- **Exercise aim**
Please reproduce the entries below exactly, starting at the first line and ending with the line that holds "ctx.lineJoin = 'round';".

======== Listed entries

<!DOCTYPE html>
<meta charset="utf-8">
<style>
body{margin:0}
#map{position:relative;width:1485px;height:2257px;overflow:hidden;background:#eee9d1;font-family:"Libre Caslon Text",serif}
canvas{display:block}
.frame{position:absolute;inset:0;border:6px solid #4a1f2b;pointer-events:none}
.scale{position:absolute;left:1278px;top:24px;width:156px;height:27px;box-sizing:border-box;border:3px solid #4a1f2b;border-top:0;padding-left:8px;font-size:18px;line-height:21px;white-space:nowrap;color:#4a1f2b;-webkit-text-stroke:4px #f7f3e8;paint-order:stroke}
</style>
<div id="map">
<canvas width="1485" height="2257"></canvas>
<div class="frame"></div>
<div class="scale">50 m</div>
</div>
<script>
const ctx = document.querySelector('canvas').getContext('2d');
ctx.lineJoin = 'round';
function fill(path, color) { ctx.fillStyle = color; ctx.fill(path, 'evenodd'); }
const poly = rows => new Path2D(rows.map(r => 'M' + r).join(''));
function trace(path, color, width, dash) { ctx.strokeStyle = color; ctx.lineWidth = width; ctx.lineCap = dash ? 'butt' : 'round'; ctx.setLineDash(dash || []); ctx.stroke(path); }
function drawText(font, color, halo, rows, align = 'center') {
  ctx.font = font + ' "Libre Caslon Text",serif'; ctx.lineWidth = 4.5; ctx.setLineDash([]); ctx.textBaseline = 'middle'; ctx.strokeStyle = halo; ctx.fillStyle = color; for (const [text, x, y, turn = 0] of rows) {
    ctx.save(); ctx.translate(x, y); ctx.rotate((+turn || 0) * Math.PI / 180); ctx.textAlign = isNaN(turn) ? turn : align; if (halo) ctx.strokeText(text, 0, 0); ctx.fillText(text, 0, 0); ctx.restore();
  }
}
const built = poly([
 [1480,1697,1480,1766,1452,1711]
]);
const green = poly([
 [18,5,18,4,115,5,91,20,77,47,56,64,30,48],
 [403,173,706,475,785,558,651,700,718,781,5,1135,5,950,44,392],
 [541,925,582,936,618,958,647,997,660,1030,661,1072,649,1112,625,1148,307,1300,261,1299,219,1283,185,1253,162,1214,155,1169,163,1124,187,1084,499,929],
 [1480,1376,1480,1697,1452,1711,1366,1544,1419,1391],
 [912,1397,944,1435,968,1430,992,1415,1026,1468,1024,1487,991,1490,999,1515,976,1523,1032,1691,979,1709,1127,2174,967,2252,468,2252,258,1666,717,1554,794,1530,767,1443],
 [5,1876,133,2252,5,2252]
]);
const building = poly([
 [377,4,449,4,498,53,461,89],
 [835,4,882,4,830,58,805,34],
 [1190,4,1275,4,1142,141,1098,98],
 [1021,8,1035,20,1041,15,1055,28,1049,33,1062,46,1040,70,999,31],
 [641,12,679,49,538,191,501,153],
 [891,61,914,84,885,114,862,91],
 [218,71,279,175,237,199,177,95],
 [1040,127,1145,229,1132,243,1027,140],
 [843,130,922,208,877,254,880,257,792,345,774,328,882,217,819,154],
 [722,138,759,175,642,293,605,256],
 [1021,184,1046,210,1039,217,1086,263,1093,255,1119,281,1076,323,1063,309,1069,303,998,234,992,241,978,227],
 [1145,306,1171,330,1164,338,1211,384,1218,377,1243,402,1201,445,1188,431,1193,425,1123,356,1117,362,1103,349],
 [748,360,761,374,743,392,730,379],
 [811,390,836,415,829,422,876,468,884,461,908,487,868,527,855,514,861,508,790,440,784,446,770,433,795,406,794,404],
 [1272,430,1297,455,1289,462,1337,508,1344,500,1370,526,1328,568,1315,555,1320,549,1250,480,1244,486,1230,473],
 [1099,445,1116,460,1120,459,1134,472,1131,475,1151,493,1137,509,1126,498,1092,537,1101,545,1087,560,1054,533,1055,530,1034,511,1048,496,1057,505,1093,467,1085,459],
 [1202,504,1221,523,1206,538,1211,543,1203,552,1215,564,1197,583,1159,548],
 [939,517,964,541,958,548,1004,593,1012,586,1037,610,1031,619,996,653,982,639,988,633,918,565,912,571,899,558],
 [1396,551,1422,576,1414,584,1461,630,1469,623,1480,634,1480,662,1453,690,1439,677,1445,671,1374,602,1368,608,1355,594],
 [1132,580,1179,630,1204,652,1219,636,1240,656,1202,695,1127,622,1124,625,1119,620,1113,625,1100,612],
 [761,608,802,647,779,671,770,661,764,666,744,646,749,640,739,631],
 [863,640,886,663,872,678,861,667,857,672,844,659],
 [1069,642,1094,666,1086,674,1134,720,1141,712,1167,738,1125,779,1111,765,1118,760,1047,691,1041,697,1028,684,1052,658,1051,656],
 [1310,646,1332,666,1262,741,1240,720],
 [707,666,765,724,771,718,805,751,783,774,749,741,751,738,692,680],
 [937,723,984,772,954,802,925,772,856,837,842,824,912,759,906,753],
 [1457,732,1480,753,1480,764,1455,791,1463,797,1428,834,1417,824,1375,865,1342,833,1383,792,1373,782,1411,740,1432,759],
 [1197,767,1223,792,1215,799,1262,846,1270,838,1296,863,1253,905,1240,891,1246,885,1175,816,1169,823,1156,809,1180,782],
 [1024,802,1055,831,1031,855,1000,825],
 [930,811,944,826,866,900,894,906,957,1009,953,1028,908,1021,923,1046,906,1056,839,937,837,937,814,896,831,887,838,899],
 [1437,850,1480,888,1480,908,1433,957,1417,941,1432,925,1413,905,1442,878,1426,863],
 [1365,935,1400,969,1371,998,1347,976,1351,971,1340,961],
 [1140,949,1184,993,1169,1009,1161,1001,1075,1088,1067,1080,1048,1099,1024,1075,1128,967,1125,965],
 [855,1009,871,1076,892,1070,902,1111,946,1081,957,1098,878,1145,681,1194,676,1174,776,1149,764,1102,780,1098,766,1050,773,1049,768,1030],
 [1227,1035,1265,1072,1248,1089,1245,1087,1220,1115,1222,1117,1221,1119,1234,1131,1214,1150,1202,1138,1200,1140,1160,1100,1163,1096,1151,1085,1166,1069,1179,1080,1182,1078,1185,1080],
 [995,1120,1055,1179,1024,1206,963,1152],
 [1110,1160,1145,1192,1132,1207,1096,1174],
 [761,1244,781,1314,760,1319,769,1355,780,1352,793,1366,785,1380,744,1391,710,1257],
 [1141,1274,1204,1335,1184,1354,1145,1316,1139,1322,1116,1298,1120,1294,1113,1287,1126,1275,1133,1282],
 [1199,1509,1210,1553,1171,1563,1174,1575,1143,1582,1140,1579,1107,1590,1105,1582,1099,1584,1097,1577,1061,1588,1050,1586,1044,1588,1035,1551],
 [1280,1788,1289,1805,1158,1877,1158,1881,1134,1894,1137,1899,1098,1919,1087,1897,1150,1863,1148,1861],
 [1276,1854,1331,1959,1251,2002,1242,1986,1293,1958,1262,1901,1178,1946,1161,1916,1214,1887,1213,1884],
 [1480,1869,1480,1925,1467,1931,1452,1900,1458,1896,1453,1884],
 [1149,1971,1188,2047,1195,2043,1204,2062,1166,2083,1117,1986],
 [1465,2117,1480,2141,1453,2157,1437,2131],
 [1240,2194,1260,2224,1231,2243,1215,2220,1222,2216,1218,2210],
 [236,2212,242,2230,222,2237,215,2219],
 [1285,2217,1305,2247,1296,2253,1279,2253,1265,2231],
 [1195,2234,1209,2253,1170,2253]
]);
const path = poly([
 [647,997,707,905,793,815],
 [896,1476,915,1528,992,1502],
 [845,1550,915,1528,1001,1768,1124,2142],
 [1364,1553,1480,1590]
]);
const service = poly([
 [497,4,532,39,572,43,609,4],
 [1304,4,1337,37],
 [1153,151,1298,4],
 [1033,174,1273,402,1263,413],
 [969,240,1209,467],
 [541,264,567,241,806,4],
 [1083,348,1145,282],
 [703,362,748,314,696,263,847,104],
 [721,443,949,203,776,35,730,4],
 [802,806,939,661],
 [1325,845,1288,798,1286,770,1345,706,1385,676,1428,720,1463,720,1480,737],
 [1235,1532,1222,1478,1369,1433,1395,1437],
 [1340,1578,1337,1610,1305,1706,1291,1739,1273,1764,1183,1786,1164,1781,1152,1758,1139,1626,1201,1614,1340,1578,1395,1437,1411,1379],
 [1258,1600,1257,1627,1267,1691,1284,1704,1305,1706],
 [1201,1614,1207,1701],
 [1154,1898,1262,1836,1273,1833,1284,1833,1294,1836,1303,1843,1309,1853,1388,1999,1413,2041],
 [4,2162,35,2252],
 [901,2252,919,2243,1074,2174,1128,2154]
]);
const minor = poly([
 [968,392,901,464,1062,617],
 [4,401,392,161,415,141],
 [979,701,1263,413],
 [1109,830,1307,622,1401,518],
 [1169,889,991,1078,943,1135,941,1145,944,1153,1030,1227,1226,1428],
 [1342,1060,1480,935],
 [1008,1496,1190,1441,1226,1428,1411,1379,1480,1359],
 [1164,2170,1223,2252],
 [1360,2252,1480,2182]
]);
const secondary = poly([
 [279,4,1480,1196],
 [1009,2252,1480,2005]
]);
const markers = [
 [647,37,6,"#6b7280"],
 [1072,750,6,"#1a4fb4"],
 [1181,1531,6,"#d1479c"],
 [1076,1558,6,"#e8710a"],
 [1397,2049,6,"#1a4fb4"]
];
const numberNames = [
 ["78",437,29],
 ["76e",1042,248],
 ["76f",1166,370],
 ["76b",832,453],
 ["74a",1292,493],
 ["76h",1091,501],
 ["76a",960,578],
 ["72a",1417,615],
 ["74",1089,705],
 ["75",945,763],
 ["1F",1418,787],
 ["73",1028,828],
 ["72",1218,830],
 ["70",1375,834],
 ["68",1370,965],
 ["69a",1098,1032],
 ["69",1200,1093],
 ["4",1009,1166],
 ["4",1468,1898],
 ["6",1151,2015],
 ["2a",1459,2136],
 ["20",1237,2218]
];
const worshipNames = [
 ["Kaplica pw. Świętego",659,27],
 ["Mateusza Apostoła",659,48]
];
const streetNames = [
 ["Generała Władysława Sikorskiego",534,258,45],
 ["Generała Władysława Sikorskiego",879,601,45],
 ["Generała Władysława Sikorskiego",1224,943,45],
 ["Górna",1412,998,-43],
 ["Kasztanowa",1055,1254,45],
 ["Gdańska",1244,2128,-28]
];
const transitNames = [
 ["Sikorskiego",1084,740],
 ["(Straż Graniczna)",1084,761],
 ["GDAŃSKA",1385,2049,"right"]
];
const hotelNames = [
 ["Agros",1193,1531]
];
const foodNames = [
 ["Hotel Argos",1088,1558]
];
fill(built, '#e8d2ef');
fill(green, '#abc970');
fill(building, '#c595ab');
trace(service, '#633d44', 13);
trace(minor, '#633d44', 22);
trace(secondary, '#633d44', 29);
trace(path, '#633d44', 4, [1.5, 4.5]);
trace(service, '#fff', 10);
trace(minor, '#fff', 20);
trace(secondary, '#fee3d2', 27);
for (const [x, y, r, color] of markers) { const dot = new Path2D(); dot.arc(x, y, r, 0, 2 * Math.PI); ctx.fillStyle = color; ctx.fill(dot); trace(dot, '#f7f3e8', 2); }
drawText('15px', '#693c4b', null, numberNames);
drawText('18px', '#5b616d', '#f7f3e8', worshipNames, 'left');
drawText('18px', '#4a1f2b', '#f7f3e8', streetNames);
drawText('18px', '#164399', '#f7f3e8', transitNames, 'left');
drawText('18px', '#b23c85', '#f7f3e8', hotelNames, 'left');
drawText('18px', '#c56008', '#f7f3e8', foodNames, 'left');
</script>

================

- **Exercise response**
<!DOCTYPE html>
<meta charset="utf-8">
<style>
body{margin:0}
#map{position:relative;width:1485px;height:2257px;overflow:hidden;background:#eee9d1;font-family:"Libre Caslon Text",serif}
canvas{display:block}
.frame{position:absolute;inset:0;border:6px solid #4a1f2b;pointer-events:none}
.scale{position:absolute;left:1278px;top:24px;width:156px;height:27px;box-sizing:border-box;border:3px solid #4a1f2b;border-top:0;padding-left:8px;font-size:18px;line-height:21px;white-space:nowrap;color:#4a1f2b;-webkit-text-stroke:4px #f7f3e8;paint-order:stroke}
</style>
<div id="map">
<canvas width="1485" height="2257"></canvas>
<div class="frame"></div>
<div class="scale">50 m</div>
</div>
<script>
const ctx = document.querySelector('canvas').getContext('2d');
ctx.lineJoin = 'round';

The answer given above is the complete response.